When I came across this quote, I mentioned it to one of my training partners. We found that we had two very different philosophies. On the one hand, he felt that this quote did not require someone to know how to kill or cause injury. On the other hand, I felt that you had to know; if you did not know, you couldn’t be said to “choose” your course of action. After all, I know nothing of surgery, therefore I cannot choose to not practice medicine. The option just isn’t available to me. If, on the other hand, I went to medical school, passed the relevant tests, then I could choose whether or not to practice medicine.

What is true for swordsmanship, as described in the above quote, and true for medicine, as in my example, is true for Aikido. We are truly fortunate to study a martial art that allows us the opportunity to protect our attacker as much as we seek to protect ourselves. Yet, at the same time, we must study how to cause injury, how to hurt, at least in some abstract form. We must understand and respect that our attacker at the dojo might well be our best friend. But, for the purposes of training, they are now an enemy trying very hard to punch, kick, grab, or otherwise harm us. As ukes, we must also understand what it means to attack in a fully committed fashion, as this not only helps our partner, but teaches us a little bit about the “fighting mind” that we all struggle to overcome.

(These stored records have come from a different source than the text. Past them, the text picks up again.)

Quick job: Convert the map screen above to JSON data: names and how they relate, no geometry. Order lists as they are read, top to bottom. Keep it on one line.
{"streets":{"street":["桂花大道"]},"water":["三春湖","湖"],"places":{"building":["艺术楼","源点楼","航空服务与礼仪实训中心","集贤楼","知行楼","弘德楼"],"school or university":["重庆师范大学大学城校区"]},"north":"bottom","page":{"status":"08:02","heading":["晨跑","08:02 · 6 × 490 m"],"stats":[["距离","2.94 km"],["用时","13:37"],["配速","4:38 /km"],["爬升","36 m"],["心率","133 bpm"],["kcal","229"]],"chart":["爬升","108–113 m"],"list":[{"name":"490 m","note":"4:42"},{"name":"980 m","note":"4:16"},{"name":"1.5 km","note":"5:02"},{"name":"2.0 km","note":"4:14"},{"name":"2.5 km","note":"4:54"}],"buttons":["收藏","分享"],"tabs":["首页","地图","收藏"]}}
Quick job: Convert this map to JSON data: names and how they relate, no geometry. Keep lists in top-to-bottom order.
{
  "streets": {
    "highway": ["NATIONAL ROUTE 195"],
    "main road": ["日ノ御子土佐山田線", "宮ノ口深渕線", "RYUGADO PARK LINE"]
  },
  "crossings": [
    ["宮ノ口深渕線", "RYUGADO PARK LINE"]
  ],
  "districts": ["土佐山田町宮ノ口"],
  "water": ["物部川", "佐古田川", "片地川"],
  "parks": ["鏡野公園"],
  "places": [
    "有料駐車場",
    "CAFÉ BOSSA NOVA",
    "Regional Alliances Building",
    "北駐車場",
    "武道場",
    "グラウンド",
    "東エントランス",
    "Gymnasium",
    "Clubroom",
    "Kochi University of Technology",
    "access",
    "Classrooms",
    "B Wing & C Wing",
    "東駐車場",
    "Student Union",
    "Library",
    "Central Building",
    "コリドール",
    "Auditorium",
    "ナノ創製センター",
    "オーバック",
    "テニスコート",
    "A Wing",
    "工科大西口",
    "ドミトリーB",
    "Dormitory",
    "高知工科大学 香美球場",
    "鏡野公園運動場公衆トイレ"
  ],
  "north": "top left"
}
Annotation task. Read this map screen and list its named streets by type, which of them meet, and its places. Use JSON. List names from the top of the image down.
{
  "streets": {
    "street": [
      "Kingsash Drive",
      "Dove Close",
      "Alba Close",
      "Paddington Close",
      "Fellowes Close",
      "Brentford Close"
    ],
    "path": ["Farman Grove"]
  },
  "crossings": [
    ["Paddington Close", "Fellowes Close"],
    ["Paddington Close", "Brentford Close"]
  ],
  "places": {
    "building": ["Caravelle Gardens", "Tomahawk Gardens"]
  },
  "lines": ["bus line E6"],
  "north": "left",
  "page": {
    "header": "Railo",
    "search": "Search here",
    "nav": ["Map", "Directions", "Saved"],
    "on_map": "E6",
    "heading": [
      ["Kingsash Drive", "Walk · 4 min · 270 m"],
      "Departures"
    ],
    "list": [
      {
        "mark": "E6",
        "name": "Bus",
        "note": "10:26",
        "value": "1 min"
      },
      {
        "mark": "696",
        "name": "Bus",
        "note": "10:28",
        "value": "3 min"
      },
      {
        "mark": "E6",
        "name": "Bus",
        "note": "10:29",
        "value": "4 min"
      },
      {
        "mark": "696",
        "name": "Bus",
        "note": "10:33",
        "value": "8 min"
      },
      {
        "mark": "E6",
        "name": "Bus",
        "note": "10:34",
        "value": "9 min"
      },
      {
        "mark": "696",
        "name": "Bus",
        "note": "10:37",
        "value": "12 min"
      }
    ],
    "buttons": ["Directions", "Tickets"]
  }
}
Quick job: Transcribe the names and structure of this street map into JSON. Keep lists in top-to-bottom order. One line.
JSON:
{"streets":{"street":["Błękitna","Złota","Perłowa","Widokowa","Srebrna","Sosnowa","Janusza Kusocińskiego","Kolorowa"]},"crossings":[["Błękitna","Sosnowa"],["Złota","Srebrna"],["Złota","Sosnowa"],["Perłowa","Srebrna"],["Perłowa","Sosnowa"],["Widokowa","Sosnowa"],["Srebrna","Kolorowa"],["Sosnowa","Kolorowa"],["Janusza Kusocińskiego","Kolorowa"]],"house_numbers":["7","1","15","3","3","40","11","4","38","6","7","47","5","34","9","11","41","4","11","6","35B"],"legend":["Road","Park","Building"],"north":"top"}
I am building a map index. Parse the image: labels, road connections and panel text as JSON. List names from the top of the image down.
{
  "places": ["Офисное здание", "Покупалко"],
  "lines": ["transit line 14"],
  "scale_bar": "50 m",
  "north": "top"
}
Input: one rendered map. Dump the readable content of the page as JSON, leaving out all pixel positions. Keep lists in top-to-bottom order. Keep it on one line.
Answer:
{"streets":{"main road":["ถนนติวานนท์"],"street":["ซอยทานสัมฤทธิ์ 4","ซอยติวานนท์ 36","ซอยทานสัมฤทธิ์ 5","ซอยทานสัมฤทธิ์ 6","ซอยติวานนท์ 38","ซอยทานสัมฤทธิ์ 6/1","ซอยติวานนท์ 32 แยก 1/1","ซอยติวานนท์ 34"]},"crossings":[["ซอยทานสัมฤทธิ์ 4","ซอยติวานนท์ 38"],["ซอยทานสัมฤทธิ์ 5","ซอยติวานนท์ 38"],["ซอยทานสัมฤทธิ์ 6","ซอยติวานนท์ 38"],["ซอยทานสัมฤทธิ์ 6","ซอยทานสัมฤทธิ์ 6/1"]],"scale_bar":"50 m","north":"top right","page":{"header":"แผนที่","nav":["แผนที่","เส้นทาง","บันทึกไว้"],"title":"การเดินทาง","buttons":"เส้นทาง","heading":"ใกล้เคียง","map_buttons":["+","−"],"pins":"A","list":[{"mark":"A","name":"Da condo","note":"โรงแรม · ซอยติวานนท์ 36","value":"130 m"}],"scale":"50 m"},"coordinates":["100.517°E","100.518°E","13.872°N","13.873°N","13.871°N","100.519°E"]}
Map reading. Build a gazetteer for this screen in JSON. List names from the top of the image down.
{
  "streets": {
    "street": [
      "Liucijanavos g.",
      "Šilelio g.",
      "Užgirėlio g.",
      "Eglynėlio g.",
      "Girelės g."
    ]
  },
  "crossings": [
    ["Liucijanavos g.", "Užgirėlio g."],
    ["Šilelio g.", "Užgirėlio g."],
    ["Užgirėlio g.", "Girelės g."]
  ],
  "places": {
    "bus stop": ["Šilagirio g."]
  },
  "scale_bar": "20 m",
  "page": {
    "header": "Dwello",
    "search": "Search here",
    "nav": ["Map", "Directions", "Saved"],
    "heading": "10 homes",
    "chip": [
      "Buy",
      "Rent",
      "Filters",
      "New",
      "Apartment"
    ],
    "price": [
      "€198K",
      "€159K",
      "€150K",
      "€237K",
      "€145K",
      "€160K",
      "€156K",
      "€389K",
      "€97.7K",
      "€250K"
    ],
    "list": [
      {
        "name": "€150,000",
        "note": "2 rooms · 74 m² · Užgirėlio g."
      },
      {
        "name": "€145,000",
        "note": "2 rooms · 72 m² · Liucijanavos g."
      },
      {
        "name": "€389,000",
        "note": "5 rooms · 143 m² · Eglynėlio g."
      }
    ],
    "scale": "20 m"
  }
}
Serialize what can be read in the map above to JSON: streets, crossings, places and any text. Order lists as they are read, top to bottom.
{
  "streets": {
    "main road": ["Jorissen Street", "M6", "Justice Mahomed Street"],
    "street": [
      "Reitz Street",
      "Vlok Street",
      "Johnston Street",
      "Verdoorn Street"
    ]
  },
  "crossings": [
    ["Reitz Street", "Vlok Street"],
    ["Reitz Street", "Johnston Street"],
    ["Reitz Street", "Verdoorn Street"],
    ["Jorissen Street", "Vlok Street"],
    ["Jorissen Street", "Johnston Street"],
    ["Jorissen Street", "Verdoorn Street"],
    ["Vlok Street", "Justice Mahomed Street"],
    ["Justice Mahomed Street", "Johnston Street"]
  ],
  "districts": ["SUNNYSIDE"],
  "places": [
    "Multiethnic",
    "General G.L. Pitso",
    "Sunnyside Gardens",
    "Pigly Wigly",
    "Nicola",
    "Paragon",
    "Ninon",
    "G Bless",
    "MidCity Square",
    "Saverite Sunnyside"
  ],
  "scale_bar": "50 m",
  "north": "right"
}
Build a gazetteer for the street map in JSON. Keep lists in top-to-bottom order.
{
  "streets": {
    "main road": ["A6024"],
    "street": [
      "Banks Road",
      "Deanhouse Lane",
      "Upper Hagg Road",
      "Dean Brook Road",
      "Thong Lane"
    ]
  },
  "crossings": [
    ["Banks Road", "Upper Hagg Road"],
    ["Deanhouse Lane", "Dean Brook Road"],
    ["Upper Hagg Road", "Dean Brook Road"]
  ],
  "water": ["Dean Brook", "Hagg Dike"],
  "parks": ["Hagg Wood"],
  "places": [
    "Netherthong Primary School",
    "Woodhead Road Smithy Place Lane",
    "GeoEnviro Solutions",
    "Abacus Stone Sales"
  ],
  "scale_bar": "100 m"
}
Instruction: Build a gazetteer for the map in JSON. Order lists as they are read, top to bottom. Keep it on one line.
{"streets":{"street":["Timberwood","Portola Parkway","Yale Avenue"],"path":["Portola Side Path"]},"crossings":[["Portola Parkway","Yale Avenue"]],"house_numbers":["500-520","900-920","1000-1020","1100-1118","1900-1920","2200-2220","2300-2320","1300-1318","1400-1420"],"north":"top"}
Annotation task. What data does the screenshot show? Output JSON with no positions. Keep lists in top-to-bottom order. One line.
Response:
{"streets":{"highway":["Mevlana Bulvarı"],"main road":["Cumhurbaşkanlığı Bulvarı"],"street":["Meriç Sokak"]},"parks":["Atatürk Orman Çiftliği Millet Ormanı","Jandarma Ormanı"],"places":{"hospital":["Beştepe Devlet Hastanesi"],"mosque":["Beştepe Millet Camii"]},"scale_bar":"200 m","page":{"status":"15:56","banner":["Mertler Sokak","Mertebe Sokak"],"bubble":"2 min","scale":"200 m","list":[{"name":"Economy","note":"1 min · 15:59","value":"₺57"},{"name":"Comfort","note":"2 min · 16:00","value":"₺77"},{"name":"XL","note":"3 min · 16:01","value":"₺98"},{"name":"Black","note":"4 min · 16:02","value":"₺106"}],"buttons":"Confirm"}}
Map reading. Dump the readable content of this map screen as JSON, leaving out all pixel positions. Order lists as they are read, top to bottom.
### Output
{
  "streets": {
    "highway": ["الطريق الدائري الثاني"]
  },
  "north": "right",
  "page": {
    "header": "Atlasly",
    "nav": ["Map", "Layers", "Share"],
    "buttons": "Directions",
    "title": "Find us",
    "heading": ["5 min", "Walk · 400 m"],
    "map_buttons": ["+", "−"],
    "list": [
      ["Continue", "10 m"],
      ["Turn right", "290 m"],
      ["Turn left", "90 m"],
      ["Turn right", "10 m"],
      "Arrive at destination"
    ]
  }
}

To offer myself as an example: I am not the strongest, the fastest, or the smartest. But when I attack someone*, I am not thinking about falling. I am not thinking about who this person is off the mat. My mind is focused solely on one thing: accomplishing my goal. That goal could be to hit, to grab, or to kick; it doesn’t matter. If I lose my balance, I think of how to get out of a bad situation safely and quickly. Only after my attack has reached its conclusion (successfully or not) do I allow myself a moment to remember where I am and with whom I am practicing.

Many of us are not warriors. I know I am not one. We do not want to fight, we do not want physical confrontation. These are fine traits to have, and we are fortunate to live in an age that allows us this luxury. However, if we wish to study a martial art such as Aikido, we must acknowledge that physical harm is a necessary concept with which we must be extremely familiar. If we do not understand it, we cannot choose to avoid it; the best we can be is lucky. And self-defense cannot have a foundation based solely on luck.